# pymupdf-layout

> PyMuPDF Layout turns PDFs into structured data 10× faster than vision-based tools using AI trained on PDF internals, not images. CPU-only. No GPU required.

- **URL**: https://www.freshcrate.ai/projects/pymupdf-layout
- **Author**: Artifex
- **Category**: Developer Tools
- **Latest version**: `1.27.2.2` (2026-04-21)
- **License**: non-standard
- **Homepage**: https://pypi.org/project/pymupdf-layout/
- **Language**: Python
- **Registry**: pypi (`pymupdf-layout`)
- **Tags**: `pypi`

## Description

# PyMuPDF Layout

**PyMuPDF Layout** is a fast and lightweight layout analysis Python package integrated with PyMuPDF for clean, structured data output from PDF. It's fast, accurate and doesn't need GPUs like vision-based models.

While other tools train machine learning models on rendered page images, PyMuPDF Layout trains Graph Neural Networks directly on PDF internals.

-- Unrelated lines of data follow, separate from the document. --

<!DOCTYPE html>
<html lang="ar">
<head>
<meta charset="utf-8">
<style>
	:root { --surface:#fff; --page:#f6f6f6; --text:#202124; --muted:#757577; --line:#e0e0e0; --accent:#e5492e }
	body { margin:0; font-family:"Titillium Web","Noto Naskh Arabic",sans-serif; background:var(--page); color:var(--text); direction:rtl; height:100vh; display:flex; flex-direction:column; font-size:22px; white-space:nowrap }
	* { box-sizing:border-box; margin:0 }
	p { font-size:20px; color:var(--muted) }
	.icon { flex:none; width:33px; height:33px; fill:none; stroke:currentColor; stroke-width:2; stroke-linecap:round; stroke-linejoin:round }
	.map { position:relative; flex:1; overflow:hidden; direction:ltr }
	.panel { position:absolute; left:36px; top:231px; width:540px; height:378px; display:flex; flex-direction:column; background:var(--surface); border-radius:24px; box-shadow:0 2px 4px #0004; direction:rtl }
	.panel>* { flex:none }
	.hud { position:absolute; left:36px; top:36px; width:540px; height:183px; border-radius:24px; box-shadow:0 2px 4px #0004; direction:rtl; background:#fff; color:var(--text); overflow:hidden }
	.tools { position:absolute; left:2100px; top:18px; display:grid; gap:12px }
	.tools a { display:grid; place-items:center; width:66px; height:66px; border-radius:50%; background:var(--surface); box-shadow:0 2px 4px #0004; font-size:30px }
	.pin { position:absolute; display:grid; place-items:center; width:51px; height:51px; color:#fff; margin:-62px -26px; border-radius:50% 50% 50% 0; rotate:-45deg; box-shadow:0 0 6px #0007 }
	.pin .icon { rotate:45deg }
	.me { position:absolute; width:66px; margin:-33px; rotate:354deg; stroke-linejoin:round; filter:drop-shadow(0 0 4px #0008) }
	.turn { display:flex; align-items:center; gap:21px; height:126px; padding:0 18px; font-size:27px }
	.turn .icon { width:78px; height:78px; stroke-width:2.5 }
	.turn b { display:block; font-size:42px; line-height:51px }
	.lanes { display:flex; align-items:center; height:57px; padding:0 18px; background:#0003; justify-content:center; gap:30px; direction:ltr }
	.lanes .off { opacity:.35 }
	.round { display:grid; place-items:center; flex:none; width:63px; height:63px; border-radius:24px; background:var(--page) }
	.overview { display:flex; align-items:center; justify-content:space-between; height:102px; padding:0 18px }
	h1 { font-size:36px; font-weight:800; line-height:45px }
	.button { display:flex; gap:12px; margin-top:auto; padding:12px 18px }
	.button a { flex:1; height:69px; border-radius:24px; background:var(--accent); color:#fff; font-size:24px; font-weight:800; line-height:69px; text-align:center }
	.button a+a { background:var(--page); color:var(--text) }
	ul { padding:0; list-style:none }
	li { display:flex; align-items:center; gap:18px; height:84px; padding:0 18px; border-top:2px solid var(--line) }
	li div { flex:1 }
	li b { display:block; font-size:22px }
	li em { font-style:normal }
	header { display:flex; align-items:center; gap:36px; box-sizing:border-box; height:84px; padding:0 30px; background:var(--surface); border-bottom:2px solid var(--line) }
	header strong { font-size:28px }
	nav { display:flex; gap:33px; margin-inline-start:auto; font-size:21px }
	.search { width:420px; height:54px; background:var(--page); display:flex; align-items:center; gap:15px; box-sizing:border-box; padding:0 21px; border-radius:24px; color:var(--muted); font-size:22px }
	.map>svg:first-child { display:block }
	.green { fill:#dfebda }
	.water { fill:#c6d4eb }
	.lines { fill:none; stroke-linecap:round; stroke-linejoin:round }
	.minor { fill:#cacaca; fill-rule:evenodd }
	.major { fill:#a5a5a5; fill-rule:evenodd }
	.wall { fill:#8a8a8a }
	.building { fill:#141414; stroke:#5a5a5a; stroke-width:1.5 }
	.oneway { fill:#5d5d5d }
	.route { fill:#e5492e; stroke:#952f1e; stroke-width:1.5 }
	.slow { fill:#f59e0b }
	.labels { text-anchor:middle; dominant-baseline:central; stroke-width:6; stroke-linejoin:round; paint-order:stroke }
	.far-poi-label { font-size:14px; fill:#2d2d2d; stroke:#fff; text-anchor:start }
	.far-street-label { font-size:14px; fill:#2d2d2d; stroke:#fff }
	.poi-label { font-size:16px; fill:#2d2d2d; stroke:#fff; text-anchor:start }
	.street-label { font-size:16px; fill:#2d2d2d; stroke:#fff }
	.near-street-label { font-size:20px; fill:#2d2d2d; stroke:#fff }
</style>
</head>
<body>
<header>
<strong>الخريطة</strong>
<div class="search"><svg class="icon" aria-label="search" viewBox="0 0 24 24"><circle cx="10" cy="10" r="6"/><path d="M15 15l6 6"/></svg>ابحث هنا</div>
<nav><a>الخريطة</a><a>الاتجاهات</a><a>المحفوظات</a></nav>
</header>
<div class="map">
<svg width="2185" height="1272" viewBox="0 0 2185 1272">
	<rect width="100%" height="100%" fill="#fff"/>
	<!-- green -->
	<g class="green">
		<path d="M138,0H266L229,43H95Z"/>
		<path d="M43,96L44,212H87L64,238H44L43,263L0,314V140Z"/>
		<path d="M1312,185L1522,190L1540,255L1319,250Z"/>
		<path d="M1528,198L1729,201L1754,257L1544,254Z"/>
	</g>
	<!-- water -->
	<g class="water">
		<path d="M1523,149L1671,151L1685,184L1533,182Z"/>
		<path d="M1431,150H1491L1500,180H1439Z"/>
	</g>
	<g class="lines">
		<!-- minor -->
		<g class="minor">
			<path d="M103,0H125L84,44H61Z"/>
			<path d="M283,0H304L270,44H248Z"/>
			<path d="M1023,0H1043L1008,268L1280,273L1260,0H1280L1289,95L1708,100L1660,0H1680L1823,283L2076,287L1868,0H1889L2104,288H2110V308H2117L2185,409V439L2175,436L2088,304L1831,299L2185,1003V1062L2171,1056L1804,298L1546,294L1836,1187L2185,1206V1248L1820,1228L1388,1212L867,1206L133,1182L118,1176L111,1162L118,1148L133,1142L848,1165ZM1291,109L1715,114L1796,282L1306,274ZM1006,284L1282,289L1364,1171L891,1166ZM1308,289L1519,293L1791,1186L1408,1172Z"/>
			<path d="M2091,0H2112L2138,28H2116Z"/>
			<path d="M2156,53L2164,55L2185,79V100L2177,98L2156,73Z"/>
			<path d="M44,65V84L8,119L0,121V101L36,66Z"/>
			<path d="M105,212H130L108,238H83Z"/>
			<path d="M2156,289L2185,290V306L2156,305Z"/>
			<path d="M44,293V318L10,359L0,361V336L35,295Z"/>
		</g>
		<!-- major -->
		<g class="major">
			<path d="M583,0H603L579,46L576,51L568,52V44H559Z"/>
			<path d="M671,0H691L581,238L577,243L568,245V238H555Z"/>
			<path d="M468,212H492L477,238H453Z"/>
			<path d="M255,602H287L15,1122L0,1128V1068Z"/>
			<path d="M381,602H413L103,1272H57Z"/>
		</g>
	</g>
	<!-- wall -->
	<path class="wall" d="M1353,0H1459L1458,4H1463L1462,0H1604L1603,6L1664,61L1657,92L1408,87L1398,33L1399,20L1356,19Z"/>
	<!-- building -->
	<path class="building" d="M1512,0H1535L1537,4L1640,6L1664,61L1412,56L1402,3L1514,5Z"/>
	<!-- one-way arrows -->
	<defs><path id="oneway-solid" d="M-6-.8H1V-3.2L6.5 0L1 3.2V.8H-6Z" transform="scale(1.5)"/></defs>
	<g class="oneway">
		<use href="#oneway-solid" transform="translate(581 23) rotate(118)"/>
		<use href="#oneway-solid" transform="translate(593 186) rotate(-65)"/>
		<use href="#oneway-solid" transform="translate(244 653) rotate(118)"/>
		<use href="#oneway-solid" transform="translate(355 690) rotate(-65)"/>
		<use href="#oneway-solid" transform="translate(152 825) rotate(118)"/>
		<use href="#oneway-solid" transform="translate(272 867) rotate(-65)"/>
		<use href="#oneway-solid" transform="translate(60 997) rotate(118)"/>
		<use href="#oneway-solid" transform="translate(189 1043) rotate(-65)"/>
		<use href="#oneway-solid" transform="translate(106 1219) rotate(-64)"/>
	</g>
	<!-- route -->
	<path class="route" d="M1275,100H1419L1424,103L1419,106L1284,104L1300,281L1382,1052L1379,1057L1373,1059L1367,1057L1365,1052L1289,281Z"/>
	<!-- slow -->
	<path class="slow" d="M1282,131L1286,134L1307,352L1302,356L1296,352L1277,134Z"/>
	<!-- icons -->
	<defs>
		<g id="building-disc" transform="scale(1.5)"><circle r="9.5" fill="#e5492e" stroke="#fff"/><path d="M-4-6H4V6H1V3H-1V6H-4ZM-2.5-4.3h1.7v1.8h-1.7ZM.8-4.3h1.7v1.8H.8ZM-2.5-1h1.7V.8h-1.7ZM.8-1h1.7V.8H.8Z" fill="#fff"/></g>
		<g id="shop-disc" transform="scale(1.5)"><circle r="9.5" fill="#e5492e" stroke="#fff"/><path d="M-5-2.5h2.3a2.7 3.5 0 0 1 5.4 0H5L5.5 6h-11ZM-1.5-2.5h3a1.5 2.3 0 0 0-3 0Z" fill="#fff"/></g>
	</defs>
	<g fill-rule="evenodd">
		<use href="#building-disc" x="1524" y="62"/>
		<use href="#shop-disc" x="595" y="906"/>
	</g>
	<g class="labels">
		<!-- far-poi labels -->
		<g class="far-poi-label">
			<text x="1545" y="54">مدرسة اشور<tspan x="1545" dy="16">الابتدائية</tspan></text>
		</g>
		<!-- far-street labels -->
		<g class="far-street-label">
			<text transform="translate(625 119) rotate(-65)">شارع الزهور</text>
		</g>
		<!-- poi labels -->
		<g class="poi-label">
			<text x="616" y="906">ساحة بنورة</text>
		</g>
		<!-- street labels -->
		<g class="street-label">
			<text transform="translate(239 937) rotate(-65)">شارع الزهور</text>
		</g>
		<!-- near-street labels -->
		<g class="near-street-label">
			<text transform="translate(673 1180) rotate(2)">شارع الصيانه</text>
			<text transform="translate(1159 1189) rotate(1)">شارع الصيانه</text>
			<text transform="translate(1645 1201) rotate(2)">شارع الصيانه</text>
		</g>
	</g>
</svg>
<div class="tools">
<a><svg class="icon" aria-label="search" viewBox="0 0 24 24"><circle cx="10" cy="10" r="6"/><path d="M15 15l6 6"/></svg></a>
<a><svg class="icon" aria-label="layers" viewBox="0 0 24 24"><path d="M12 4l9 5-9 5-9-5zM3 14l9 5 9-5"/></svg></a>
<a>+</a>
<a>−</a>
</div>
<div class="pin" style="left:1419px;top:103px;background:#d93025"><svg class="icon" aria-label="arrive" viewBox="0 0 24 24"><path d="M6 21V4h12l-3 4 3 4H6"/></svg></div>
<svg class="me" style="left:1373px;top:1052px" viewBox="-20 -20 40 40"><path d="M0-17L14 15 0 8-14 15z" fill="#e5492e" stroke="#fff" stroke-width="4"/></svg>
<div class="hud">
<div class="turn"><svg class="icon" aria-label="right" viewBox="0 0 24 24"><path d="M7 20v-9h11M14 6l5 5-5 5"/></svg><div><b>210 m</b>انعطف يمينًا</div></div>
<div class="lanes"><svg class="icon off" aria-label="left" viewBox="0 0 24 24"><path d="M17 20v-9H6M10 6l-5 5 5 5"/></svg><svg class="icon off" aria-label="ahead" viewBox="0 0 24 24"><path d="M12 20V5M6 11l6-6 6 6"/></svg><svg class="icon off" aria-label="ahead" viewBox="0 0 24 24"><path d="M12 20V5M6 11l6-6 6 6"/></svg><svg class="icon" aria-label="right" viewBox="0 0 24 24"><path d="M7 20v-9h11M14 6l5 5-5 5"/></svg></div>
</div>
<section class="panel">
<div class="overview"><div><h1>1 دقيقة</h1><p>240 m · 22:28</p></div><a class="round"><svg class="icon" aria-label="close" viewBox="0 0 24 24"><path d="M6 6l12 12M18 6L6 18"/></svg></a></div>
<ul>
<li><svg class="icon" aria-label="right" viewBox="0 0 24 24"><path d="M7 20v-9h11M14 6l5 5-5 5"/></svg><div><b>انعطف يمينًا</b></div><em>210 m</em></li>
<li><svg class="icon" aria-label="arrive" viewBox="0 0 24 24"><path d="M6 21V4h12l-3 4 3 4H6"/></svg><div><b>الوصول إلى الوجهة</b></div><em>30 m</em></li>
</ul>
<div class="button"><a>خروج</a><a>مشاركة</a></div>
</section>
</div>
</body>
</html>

This gives us accuracy at 10× the speed utilizing CPU-only resources.

[![License PolyForm Noncommercial](https://img.shields.io/badge/license-Polyform_Noncommercial-purple)](https://polyformproject.org/licenses/noncommercial/1.0.0/)
[![Python version](https://img.shields.io/badge/python-3.11+-blue)](https://pypi.org/project/pymupdf-layout/) [![Docs](https://img.shields.io/badge/docs-RTD-green)](https://polyformproject.org/licenses/noncommercial/1.0.0/)
[![Discord](https://img.shields.io/discord/770681584617652264?color=6A7EC2&logo=discord&logoColor=ffffff)](https://discord.gg/ppTFv8uJ46)

## Features

- 📚 Structured data extraction from your documents in Markdown, JSON or TXT format
- 🧐 Advanced document page layout understanding, including semantic markup for titles, headings, headers, footers, tables, images and text styling
- 🔍 Detect and isolate header and footer patterns on each page


## Usage

**PyMuPDF Layout** works alongside PyMuDF4LLM's `to_markdown` method. Once PyMuPDF Layout is activated just use `to_markdown` and PyMuPDF Layout will work behind the scenes to analyse documents and deliver improved results.

You can also get a `JSON` or `TXT` format of the data with `to_json` or `to_text`.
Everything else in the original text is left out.